Created with the help of Luminespire.

Answer 2

JavaScript → JavaScript, 5,887,526 bytes

Method

We use the following patterns:

Pattern description	Example
exponentiation	3**9 for 19683
left-shift	7<<14 for 114688
scientific notation	123e3 for 123000
scientific notation with single-digit offset	2e5-1 for 199999
scientific notation with division by 8	9e5/8 for 112500 (*)

_{(*) This is actually the one and only case where this pattern saves a byte.}

Source

const expr = [];

for(let n = 0; n <= 1e6; n++) {
  expr[n] = n.toString();
}

for(let p = 2; p < 100; p++) {
  for(let q = 2; q < 20; q++) {
    tryExpression(`${p}**${q}`);
    tryExpression(`${p}<<${q}`);
  }
}

for(let p = 1; p < 1000; p++) {
  for(let q = 3; q < 10; q++) {
    tryExpression(`${p}e${q}`);
    tryExpression(`${p}e${q}/8`);

    for(let o = 1; o < 10; o++) {
      tryExpression(`${p}e${q}-${o}`);
      tryExpression(`${p}e${q}+${o}`);
    }
  }
}

console.log(`Score: ${expr.reduce((t, e) => t + e.length, 0)} bytes\n`);

expr.forEach((e, n) =>
  e != n.toString() && console.log(n.toString().padEnd(7) + ': ' + e)
);

function tryExpression(e) {
  const v = eval(e);
  if(v >= 0 && v <= 1e6 && v % 1 == 0 && e.length < expr[v].length) {
    expr[v] = e;
  }
}

Try it online!

(literal numbers in their standard decimal form are omitted in the output)

Answer 3

Python 3 → Charcoal, 4982032 bytes

Charcoal doesn't have a compressed number syntax, so mostly savings are achieved by taking the ordinal of a character: ℅d...℅~ (2 bytes), ℅✑...℅✲ (4 bytes) and ℅𘚢...℅󴈾 (5 bytes) all save a byte over a numeric literal. This saves over 900000 bytes.

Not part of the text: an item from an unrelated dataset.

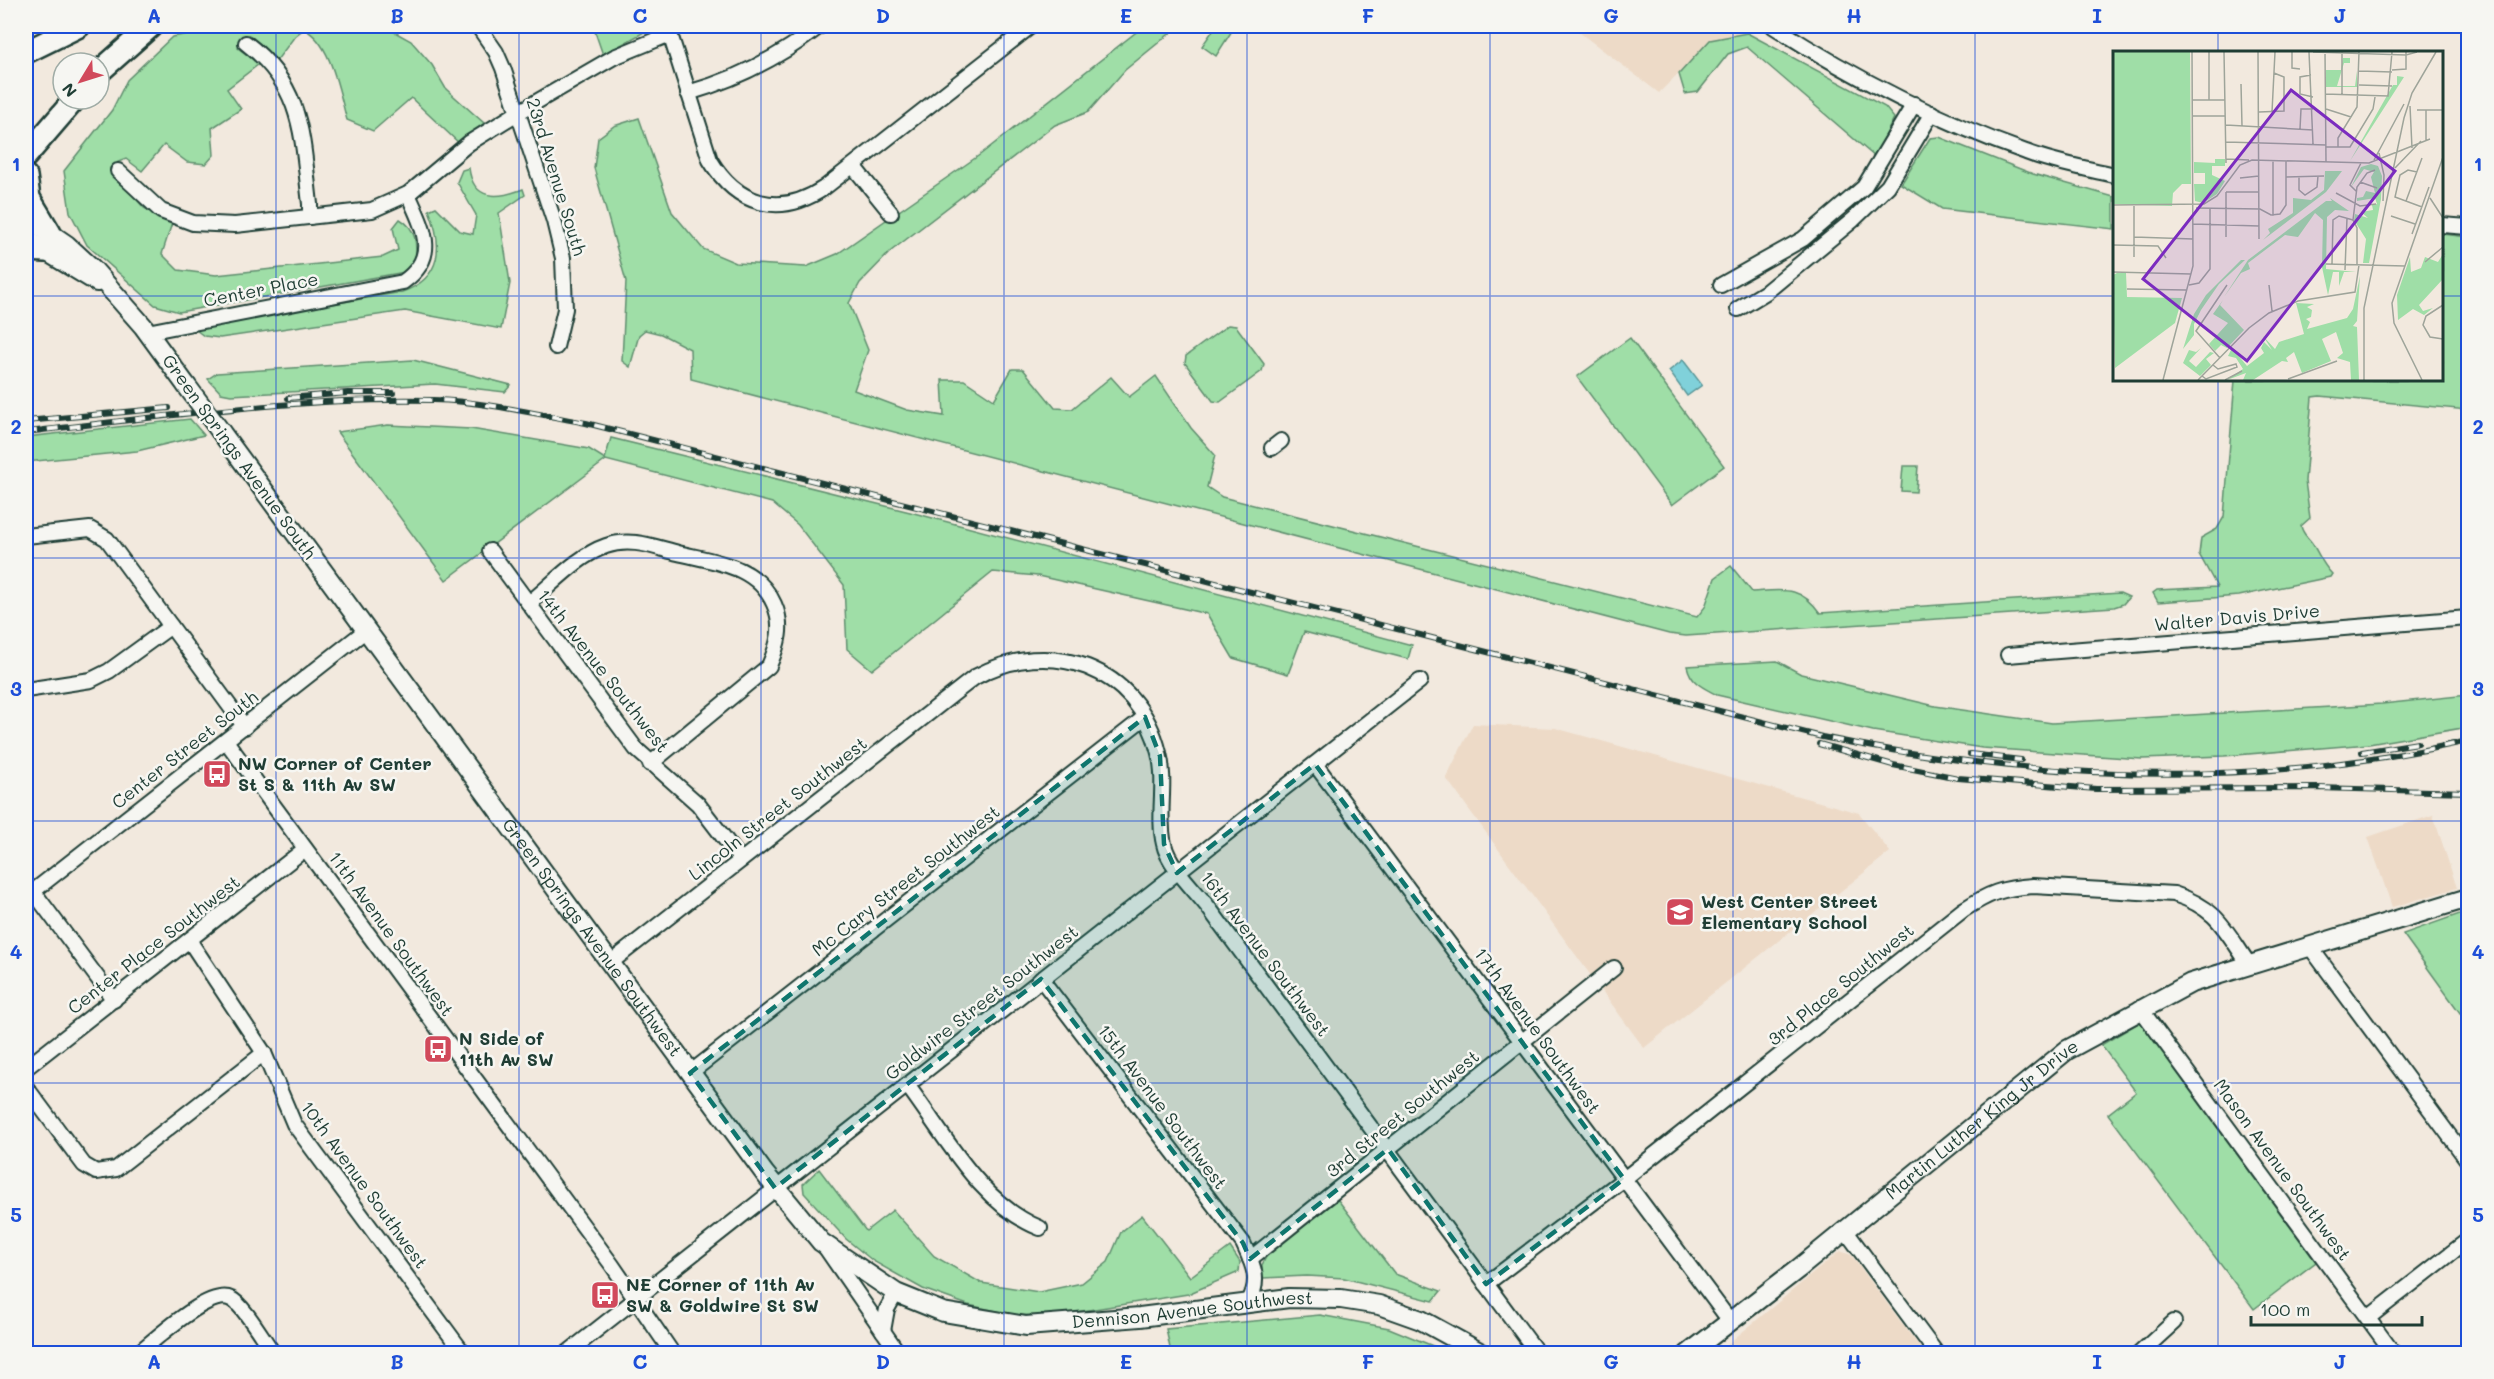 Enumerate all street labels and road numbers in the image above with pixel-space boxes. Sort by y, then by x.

Otherwise, the only option is to get creative with the predefined variables χ c 10 and φ f 1000, and the operators ⊕ Incremented, ⊖ Decremented, ⊗ Doubled, ⊘ Halved, ⁺ Plus, × Times and Ｘ Power. There are only a limited number of these so they have been hard-coded in the program. Where two numeric literals are exponentiated, this unfortunately then requires an extra ¦ as a separator, reducing the number of opportunities where this can be used.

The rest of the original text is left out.